Quickly detect code performance regressions in production workloads
As your application grows in size and complexity, the probability of introducing regressions in code performance also increases. Continuous Profiler enables you to view your application’s code performance in production at a glance, whether it be through an instantaneous sixty-second profile or an aggregate view of a service’s performance bottlenecks within a specific timeframe. But there may still be critical performance blind spots that would otherwise go unnoticed without complete visibility into application code.
With the profile comparison view, you can efficiently troubleshoot the root cause behind performance blind spots at a method level, including regressions such as:
- an increase in a service’s heap memory size over the past two days
- spikes in service latency since the last deployment
- regressions in CPU consumption over the past seven days
The profile comparison view automatically highlights changes in production code performance based on a selected profile type (e.g., CPU time, allocations, thread locks, etc.) and a timeframe that you specify. Visibility into these areas of code performance can help you monitor the efficiency of production workloads and detect problematic areas before they become more serious.
For example, you can compare a service’s live heap memory between two releases to spot potential memory leaks. The screenshot below shows a method that is contributing eight percent more to the heap live size in the newer deployed version (in purple) compared to the previous one (in blue). If the service live heap memory continues to increase over a sustained period of time then it could indicate that there is a memory leak within the service. Methods highlighted in bright red, such as the doNRequests
method seen below, indicate areas where you can start your investigation.
Identify the cause of increased latency in service endpoints
Profile comparison can also help you identify the root cause of increased latency for a service endpoint, which can affect your end users’ experience and be costly if not resolved quickly. But this type of bottleneck is often difficult to detect—it could be the result of issues that resolve on their own (e.g., network latency, noisy neighbor processes) or legitimate performance regressions in your code. With the profile comparison view, you can easily confirm if the latency spike was caused by inefficient code.
For example, you can compare the elapsed time a service with stable workloads spent executing a method (i.e., wall time) to the previous week’s performance. The screenshot belows shows that the wall time for several methods in a profiled Ruby service increased significantly over several days (highlighted in red).
You can filter your view to show the appropriate service controller, enabling you to identify all of the downstream methods that created the spike in latency for the endpoint. Profile comparison identifies the exact methods that need further inspection, down to the line of code associated with the change in performance, so you can troubleshoot further and deploy a fix if needed.

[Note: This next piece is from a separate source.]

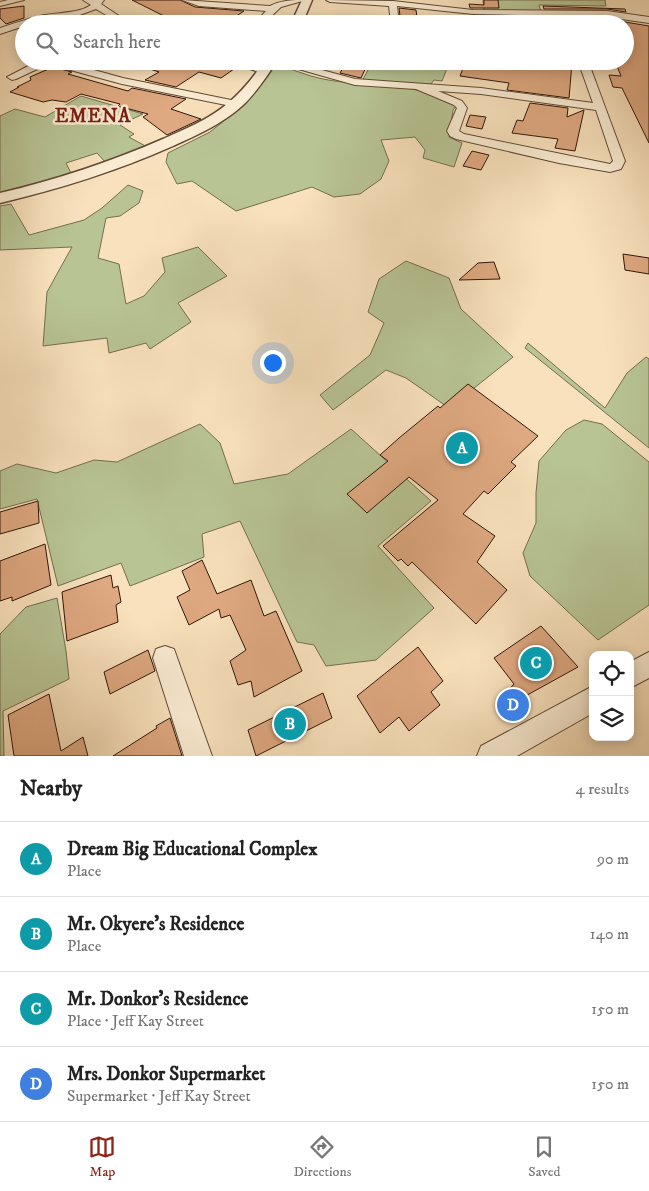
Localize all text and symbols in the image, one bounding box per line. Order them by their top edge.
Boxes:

Compare code performance between releases
Profile comparison is tightly integrated with deployment tracking, so you can track code performance for a particular service after a new release by pivoting from a high-level view of a deployment to a more granular view of application code.
This enables you to compare code before and after you deploy changes to ensure they improve service performance. For example, the screenshot below compares the CPU time for a specific function (readinto
) over two successive releases.
On the right, which represents the newer release, you can see that the function consumed 15 percent less CPU time than in the older version, meaning that the deployed optimizations improved performance as expected.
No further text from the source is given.